Purpose: Identification of potentially eligible patients for clinical trials is vital for the success of undertaking clinical research and to ensure the widest possible access to new and advanced therapies through research. A new electronic patient record for ophthalmology (OpenEyes), which is modular and searchable has recently been developed and introduced at Moorfields Eye Hospital. One of the key strength of the software is in the clinical research arena where it can be used to identify patients who may be eligible for clinical trials therefore potentially reducing the time taken and resource deployed in meeting recruitment goals for clinical trials while also enabling the widest possible access of clinical trials to potentially eligible patients.
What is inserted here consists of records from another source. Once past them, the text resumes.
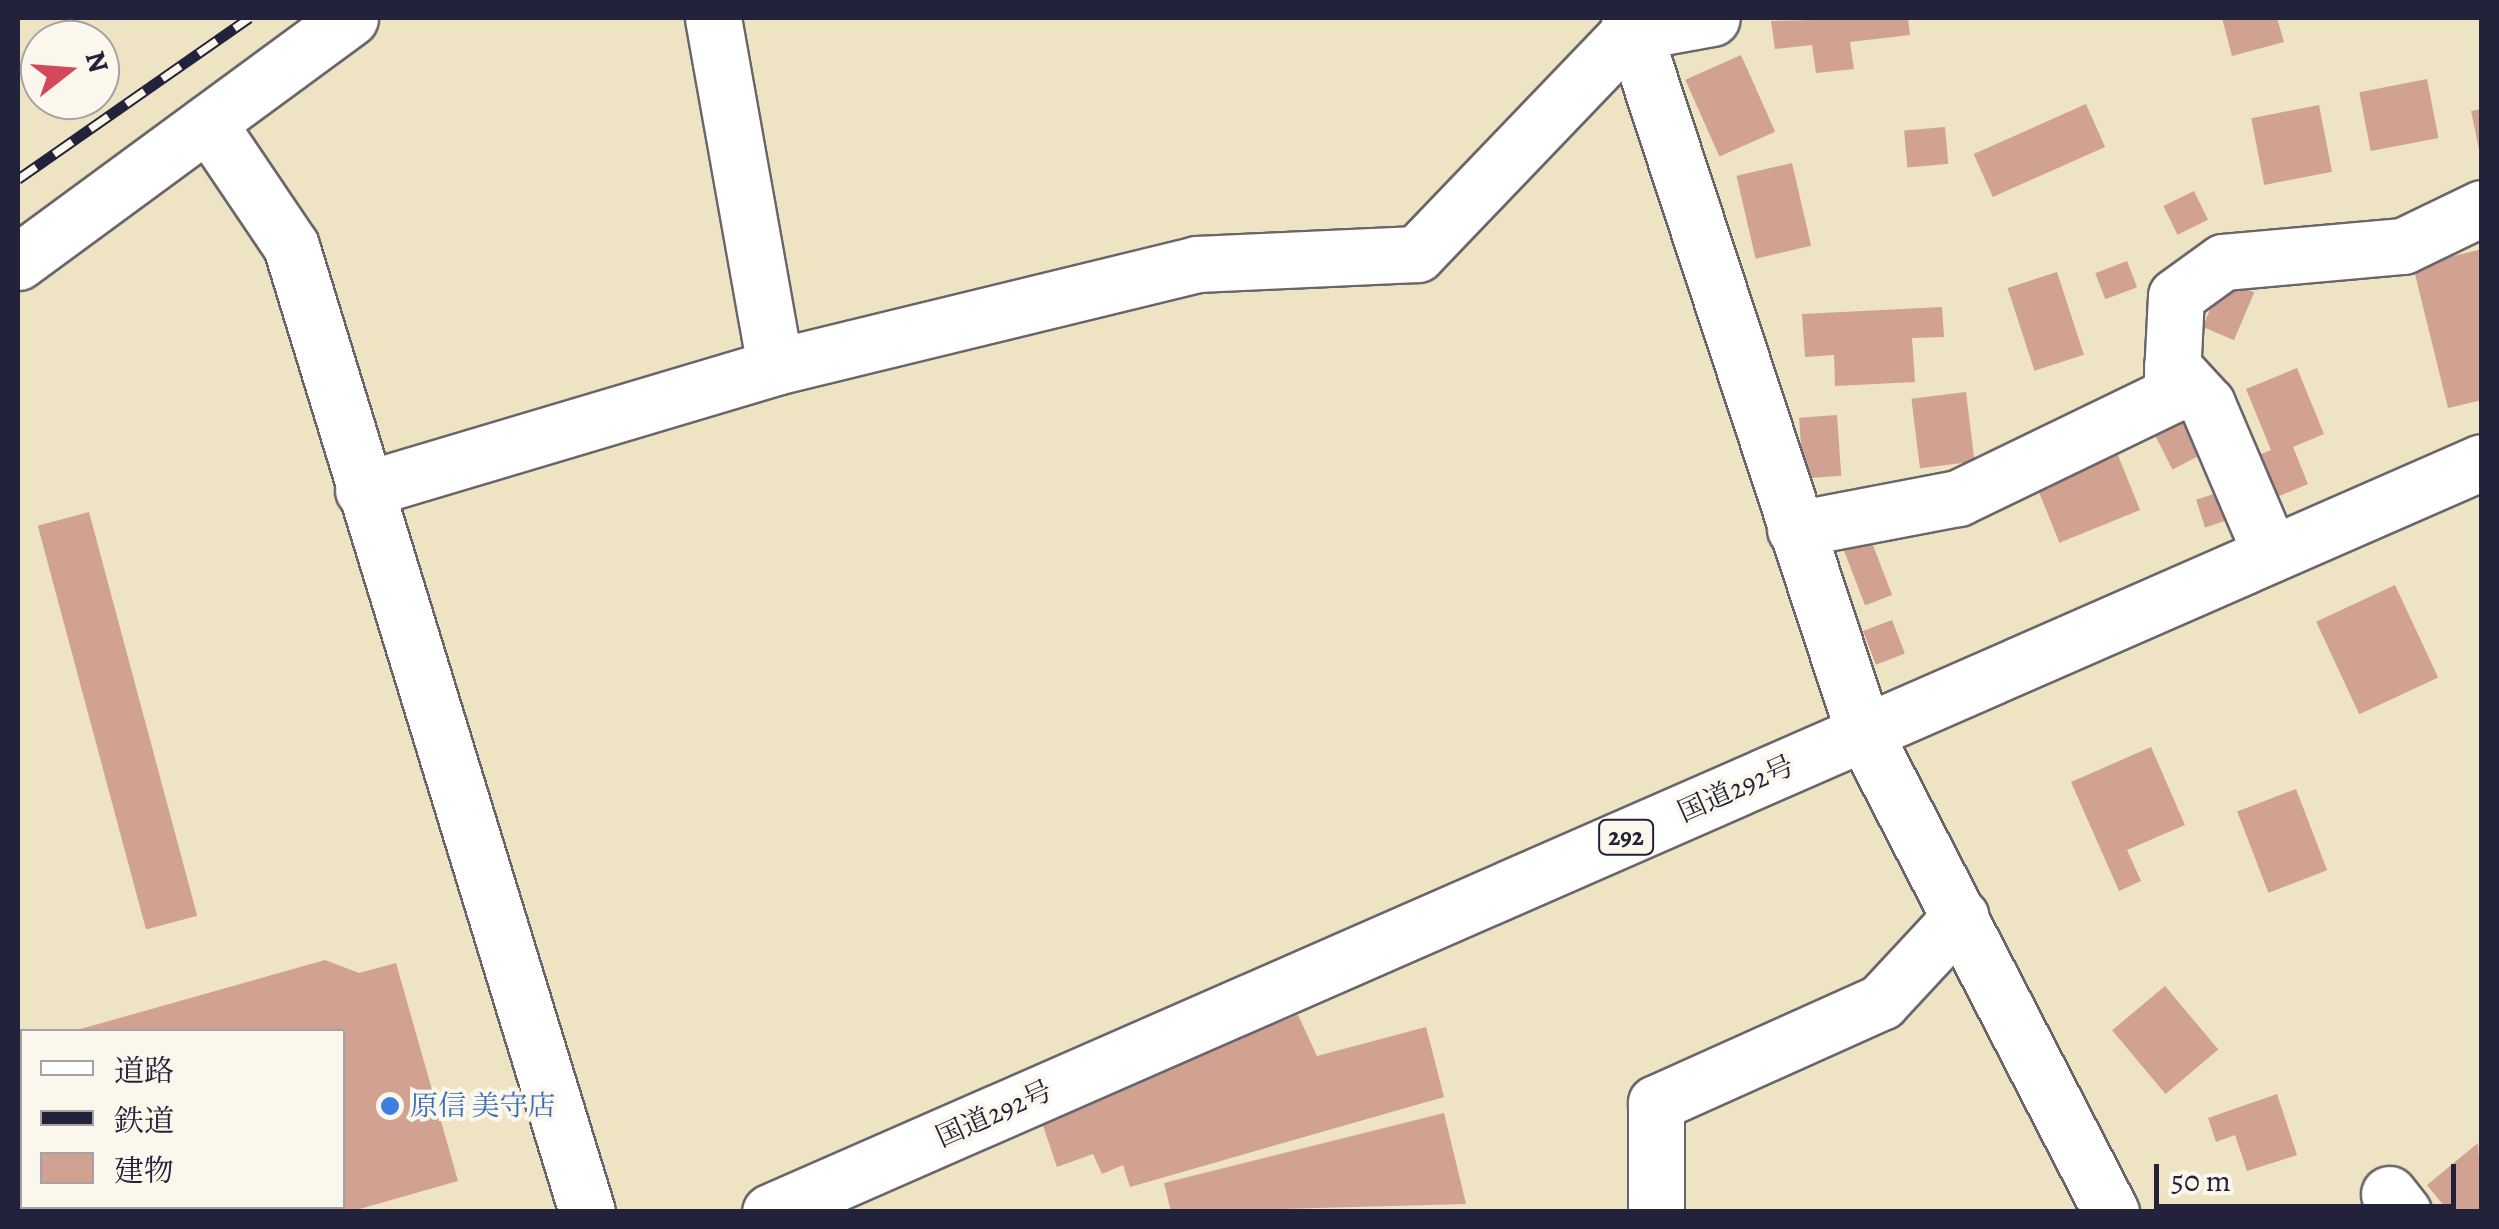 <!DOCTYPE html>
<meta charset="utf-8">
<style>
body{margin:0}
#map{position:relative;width:2499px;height:1229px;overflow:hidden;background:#eee4c4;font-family:Alegreya,"Noto Serif JP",serif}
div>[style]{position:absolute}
.building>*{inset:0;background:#d1a192;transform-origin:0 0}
.roads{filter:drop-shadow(2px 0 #69666b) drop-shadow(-2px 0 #69666b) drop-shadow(0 2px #69666b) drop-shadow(0 -2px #69666b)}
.minor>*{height:55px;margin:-27.5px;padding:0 27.5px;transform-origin:27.5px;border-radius:27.5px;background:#fff}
.highway>*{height:55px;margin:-27.5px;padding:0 27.5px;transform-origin:27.5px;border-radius:27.5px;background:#fff}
.rail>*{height:11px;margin-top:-5.5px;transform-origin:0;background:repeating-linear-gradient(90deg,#fbf7ec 0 22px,#22223b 0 44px);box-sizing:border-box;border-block:2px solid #22223b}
.dots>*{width:28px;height:28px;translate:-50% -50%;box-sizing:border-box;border:5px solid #fbf7ec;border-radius:50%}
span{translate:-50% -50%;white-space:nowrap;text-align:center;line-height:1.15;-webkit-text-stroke:8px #fbf7ec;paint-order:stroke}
.shield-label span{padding:2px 8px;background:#fbf7ec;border:2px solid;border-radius:8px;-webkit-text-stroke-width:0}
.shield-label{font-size:25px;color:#22223b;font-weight:700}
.street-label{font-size:28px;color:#22223b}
.shop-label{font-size:28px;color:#366cbe}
.left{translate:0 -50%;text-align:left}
.frame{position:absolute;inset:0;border:20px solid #22223b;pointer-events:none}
.legend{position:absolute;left:20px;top:1029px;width:325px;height:180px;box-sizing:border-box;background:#fbf7ec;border:2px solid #a4a2a5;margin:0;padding:12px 18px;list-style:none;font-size:30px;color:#22223b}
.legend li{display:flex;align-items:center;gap:20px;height:50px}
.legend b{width:50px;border:2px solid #a4a2a5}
.north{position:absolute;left:20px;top:20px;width:100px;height:100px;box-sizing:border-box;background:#fbf7ec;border:2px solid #a4a2a5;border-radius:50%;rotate:73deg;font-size:28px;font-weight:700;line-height:40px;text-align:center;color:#22223b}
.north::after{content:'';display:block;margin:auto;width:35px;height:45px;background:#d1495b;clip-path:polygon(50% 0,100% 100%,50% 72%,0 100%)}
.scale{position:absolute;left:2154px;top:1164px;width:302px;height:45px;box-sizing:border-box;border:5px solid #22223b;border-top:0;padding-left:12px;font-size:30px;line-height:35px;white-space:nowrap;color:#22223b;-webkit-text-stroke:8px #fbf7ec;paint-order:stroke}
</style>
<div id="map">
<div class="building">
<div style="clip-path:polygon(1908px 18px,1910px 35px,1850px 42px,1854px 69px,1816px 73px,1812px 45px,1775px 49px,1771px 21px)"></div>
<div style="clip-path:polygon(2222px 18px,2277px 18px,2284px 42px,2232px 56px)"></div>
<div style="left:1741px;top:55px;width:84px;height:61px;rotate:66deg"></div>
<div style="left:2427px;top:79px;width:60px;height:69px;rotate:79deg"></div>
<div style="left:2086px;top:104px;width:47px;height:123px;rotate:66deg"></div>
<div style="left:2319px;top:105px;width:68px;height:69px;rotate:79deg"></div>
<div style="clip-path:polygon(2482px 109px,2482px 154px,2480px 154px,2471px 111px)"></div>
<div style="left:1945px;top:127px;width:37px;height:41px;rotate:85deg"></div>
<div style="left:1792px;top:163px;width:85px;height:57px;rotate:77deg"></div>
<div style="left:2194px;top:191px;width:32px;height:34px;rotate:64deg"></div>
<div style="clip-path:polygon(2482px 249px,2482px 400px,2448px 408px,2413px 266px)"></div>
<div style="left:2127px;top:261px;width:28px;height:34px;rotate:69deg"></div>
<div style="left:2057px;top:272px;width:87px;height:52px;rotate:72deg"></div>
<div style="left:2223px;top:279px;width:34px;height:52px;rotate:23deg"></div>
<div style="clip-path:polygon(1942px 307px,1944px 337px,1912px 338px,1915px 382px,1835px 386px,1834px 355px,1805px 357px,1802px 314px)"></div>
<div style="clip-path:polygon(2297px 368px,2324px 434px,2293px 447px,2308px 484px,2272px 499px,2254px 457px,2271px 450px,2246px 389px)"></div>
<div style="left:1966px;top:392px;width:70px;height:55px;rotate:83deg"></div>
<div style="left:2180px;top:405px;width:54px;height:36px;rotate:63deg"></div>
<div style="left:1837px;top:415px;width:61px;height:38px;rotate:86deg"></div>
<div style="left:2115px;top:448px;width:67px;height:87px;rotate:68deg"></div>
<div style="left:2217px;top:493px;width:29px;height:22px;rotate:72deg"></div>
<div style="left:89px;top:512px;width:418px;height:53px;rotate:75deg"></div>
<div style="left:1871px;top:540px;width:59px;height:29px;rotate:69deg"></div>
<div style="left:2395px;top:585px;width:102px;height:87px;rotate:65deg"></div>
<div style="left:1892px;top:620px;width:36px;height:31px;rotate:69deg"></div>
<div style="clip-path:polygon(2151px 747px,2185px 825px,2127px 850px,2141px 881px,2119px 891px,2071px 782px)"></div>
<div style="left:2296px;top:789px;width:87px;height:63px;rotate:69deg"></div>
<div style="clip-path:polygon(325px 960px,359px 973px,396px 963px,458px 1181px,349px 1212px,111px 1212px,342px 1206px,342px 1032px,77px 1030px)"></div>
<div style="left:2165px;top:986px;width:83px;height:69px;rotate:50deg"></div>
<div style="clip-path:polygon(1298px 1015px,1317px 1056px,1426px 1027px,1444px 1097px,1130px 1187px,1123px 1165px,1102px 1174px,1093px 1154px,1057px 1167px,1039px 1114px)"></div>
<div style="clip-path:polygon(2277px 1094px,2297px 1155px,2247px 1171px,2235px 1135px,2216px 1142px,2208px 1118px)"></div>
<div style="clip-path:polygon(1444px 1113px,1466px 1204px,1171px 1212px,1164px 1183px)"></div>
<div style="clip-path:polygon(2478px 1143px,2482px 1212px,2449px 1212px,2427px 1185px)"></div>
</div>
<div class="roads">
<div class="minor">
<div style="left:713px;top:18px;width:354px;rotate:79.9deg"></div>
<div style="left:1629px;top:18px;width:753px;rotate:71.81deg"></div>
<div style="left:1864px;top:733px;width:539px;rotate:62.72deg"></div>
<div style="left:208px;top:123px;width:148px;rotate:56deg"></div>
<div style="left:291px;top:246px;width:1010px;rotate:72.96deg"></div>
<div style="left:18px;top:262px;width:412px;rotate:-36.3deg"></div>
<div style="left:2172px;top:366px;width:52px;rotate:47.4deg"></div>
<div style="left:2207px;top:404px;width:163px;rotate:66.9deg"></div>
<div style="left:363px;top:490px;width:430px;rotate:-16.6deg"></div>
<div style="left:775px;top:367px;width:434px;rotate:-13.7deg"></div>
<div style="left:1197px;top:264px;width:220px;rotate:-2.6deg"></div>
<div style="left:1417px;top:254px;width:306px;rotate:-46.2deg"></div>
<div style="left:1629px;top:33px;width:84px;rotate:-10.2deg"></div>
<div style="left:1795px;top:529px;width:166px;rotate:-10.8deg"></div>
<div style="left:1958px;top:498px;width:237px;rotate:-25.8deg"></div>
<div style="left:2171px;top:395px;width:99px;rotate:-87.1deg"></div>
<div style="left:2176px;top:296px;width:58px;rotate:-35.9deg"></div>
<div style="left:2223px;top:262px;width:181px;rotate:-5.1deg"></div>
<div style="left:2403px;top:246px;width:88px;rotate:-25.7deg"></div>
<div style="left:2389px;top:1194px;width:23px;rotate:52deg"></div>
<div style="left:1656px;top:1212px;width:109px;rotate:-90deg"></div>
<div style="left:1656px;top:1103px;width:247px;rotate:-24.2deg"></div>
<div style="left:1881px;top:1002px;width:117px;rotate:-47.1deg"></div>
</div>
<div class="highway">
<div style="left:770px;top:1212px;width:1869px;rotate:-23.66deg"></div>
</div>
</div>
<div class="rail">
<div style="left:18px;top:179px;width:282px;rotate:-34.9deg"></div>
</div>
<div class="dots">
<div style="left:390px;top:1106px;background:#3f7fe0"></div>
</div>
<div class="shield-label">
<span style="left:1626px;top:837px">292</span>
</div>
<div class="street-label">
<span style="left:1736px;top:789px;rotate:-24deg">国道292号</span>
<span style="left:994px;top:1114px;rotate:-24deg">国道292号</span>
</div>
<div class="shop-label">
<span class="left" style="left:410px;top:1106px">原信 美守店</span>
</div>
<div class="frame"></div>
<ul class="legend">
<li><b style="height:12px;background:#fff"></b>道路</li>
<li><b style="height:12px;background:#22223b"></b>鉄道</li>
<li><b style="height:28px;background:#d1a192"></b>建物</li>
</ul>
<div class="north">N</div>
<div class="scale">50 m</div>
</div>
Methods: In this feasibility analysis, we identified two clinical trials for the treatment of rare retinal conditions: one trial for patients with multifocal choroiditis and panuveitis patients and the other for patients with Behςet’s disease patients who are taking 20mg of Prednisolone orally. Secondly several search items mapped to the inclusion criteria of the trials were identified plus a time frame for the search period. OpenEyes was then used to search the ophthalmology patient record database for patients at Moorfields Eye Hospital who meet the search criteria. Finally, a sub-investigator applied the inclusion criteria and exclusion criteria from the clinical trial protocols to the electronic patient record to confirm potential eligibility.

Results: A list of 58 patients for the Behςet’s disease trial [search time frame = 4 months] of which 5 are eligible for the trial and a list of 33 patients for the multifocal choroiditis trial [search time frame = 2 months] of which 1 is eligible for the trial was generated. The time spent on generating the lists was ≤ 3 minutes in total, including inputting search items and the system search.

Conclusions: This confirms the feasibility of using OpenEyes successfully to identify patients who may be eligible for clinical trials. This novel, searchable system of the ophthalmology database has great potential to rapidly identify patients who may be eligible for clinical trials at Moorfields Eye Hospital thereby enabling more patients to access new therapies through clinical research while potentially reducing the time and resource needed to complete clinical trial recruitment.